3:25 pm - Back to pick up Caitlin.

And then, at 5:00 pm I'm going out to my 20 year School Reunion which I feel kind of weird about.

Friday, November 14, 2008

Waiting for the southerly

Memories of childhood.

Hot summer days. Playing under the sprinkler. Lying on a towel in the sun (but not for too long!). Sprawling on the lounge, curtains drawn, fending off the heat outside. A wet face washer cooled in front of the fan and laid on face and arms for momentary ease.

Lying in bed in the evening with the window wide opening, stifling heat keeping sleep at bay. Waiting for that first breath of moving air. The sheer curtain finally lifting, billowing, and falling back against the glass, but just the once. A cool breeze creeping through the window, not quite strong enough to push aside the curtain. Looping the curtain up out of the way. The breeze picks up, there's a smell of rain in the air. The first fat drops begin to fall. The sound of wind in the trees heralds its arrival.

The southerly finally hits. I can breathe again and sleep in the welcome coolness.

The air-con problem yesterday was not just operator error. Something ain't right, there's someone coming to look at it tomorrow.

Thursday, November 13, 2008

Things I'd like to know.

Why do my forearms and fingers ache today? Did I manage to sleep on both arms all night or something?
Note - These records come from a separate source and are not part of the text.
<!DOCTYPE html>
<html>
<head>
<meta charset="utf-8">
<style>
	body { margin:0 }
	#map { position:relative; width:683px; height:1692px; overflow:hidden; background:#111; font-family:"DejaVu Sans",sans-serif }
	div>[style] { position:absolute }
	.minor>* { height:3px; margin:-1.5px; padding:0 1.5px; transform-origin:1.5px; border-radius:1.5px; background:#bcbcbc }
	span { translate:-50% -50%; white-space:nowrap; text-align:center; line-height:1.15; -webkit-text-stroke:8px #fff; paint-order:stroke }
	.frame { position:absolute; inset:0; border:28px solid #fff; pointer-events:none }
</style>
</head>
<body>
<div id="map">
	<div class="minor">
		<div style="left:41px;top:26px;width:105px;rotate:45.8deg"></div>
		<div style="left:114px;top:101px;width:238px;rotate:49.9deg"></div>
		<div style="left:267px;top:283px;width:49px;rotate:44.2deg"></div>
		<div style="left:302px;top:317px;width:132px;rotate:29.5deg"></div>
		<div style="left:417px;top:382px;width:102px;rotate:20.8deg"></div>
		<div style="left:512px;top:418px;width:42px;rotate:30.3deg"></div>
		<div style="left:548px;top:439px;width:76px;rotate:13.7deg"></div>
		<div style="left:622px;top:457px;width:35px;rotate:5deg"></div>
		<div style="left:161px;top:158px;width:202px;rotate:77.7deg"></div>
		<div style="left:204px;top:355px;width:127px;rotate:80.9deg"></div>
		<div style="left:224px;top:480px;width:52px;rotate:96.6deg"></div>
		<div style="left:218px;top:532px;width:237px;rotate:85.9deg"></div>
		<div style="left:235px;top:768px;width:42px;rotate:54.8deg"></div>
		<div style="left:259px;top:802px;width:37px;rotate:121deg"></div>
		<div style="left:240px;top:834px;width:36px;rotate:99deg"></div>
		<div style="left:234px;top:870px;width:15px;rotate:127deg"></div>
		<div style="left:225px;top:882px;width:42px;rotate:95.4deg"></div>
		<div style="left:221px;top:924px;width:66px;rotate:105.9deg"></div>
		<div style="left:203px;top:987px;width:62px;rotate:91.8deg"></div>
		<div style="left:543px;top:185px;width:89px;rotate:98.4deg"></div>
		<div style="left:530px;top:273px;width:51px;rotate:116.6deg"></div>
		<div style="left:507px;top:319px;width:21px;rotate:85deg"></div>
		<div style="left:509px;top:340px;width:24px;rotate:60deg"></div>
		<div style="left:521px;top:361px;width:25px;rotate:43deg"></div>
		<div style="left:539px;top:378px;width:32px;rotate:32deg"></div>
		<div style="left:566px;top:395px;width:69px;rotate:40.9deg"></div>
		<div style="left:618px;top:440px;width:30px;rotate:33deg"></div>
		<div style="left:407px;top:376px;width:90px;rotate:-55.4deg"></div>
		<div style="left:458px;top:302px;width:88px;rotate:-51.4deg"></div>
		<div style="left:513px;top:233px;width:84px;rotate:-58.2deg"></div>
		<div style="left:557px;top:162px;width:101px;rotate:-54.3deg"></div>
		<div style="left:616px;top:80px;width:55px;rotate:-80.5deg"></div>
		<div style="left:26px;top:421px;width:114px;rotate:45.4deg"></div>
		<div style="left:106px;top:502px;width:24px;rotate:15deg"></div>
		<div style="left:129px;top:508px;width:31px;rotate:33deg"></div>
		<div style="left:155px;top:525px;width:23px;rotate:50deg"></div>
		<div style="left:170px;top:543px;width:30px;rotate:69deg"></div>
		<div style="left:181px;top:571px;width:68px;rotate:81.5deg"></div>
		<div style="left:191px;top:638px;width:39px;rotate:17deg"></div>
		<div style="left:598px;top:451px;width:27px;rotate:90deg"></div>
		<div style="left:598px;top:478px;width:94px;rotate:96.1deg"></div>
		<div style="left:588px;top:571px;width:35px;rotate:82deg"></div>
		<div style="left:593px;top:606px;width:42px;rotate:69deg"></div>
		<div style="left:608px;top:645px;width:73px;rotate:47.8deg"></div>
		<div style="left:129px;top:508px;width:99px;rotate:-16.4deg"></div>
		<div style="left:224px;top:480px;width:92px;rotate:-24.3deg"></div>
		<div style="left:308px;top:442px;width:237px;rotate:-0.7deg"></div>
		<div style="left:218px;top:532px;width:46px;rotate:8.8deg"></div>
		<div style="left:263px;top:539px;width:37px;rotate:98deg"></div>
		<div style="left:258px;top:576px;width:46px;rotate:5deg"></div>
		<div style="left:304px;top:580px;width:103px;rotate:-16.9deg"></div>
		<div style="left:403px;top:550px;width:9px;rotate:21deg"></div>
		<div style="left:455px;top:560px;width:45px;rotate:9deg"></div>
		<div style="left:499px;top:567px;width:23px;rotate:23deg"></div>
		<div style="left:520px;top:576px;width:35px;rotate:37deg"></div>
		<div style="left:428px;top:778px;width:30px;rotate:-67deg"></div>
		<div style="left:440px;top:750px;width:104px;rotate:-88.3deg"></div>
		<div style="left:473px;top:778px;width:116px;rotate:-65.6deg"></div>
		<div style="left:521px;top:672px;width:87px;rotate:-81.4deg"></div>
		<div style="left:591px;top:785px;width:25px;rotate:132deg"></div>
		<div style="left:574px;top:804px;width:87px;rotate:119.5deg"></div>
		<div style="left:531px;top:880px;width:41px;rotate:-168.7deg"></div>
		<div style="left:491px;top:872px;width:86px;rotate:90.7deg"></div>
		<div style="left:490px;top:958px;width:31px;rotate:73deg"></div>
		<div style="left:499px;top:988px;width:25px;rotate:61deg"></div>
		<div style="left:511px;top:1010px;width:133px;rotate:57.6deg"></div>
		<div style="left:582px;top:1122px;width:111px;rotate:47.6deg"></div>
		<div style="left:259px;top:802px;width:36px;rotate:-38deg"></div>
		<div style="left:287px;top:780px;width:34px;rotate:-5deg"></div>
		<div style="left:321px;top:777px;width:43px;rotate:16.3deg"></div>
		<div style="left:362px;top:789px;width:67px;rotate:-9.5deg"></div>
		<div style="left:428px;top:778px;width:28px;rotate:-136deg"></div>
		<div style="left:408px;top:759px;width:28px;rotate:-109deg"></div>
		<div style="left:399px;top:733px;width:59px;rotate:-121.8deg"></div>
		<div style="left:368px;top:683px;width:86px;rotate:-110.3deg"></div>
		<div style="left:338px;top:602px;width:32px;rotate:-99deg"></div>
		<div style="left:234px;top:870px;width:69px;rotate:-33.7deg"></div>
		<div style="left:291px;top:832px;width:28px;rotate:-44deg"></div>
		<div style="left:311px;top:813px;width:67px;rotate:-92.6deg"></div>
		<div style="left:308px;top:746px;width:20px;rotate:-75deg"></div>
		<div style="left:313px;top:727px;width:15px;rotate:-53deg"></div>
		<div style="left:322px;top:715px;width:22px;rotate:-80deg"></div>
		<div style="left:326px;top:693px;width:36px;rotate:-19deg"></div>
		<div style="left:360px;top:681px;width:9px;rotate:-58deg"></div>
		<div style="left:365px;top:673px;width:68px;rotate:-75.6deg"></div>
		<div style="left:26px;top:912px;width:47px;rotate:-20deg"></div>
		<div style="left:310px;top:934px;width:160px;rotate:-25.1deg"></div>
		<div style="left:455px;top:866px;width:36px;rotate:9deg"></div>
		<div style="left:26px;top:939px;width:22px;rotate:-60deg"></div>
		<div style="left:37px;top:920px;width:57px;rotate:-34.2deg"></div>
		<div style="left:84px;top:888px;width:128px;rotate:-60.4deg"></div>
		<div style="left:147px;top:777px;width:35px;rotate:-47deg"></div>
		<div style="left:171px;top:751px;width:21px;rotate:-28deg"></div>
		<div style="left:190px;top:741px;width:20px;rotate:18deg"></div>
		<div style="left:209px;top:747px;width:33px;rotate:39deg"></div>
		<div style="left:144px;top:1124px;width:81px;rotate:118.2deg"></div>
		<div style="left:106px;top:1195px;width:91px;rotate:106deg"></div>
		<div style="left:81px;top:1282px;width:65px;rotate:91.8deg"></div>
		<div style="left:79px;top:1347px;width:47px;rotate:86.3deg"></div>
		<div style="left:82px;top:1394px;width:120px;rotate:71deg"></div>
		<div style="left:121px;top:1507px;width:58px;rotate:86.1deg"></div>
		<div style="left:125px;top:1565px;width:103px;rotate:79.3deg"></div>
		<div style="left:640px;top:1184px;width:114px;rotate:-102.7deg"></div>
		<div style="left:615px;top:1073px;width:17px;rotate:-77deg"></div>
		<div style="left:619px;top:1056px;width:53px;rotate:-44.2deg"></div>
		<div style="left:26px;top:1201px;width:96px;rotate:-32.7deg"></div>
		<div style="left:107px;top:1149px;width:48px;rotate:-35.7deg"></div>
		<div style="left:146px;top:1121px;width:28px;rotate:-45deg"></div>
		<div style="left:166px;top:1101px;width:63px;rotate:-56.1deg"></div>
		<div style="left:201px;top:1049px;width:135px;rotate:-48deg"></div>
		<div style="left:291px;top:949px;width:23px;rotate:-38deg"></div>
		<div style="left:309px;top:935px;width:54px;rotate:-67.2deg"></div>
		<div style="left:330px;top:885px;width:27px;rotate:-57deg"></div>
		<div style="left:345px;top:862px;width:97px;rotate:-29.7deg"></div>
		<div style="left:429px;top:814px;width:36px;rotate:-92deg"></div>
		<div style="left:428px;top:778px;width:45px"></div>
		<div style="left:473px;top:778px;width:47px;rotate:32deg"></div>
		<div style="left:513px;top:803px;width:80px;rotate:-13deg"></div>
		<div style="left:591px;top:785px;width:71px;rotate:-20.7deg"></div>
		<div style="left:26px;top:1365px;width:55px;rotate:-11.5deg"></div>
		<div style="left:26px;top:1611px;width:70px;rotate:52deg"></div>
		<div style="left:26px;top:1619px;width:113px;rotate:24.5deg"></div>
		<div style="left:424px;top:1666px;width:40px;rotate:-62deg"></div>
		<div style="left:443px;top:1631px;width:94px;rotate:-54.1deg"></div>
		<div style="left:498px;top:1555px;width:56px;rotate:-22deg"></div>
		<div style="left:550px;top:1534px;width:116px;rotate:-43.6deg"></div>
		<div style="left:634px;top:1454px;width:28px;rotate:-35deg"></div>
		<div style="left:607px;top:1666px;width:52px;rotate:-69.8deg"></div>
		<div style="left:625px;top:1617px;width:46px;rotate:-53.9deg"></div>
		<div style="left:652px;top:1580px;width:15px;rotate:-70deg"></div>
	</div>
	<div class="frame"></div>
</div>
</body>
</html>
Why are embedded YouTube videos in blogs, including my own, not showing up for me today? They worked just fine yesterday.*

Why did it take me at least 2 hot and grumpy hours this afternoon to figure out that the reason the brand new ducted air-conditioning wasn't cooling the house was that if you leave the door to downstairs wide open then it'll do a sterling job of cooling the rooms you aren't inhabiting but bugger all for the part of the house you're in?

Why does my son think that if he half-hears what someone is saying in the next room he can interrupt and demand to have the conversation repeated for his benefit?

Why do some people find it necessary to sneer at the interests of others as though only their own preferences and interests are valid?

And finally, what are we having for dinner? (Don't say toasted sandwiches - we're almost out of bread!)

My day has been a little on the frustrating side. Did you guess?

*Never mind, I did the turn everything off and start again thing and they came back.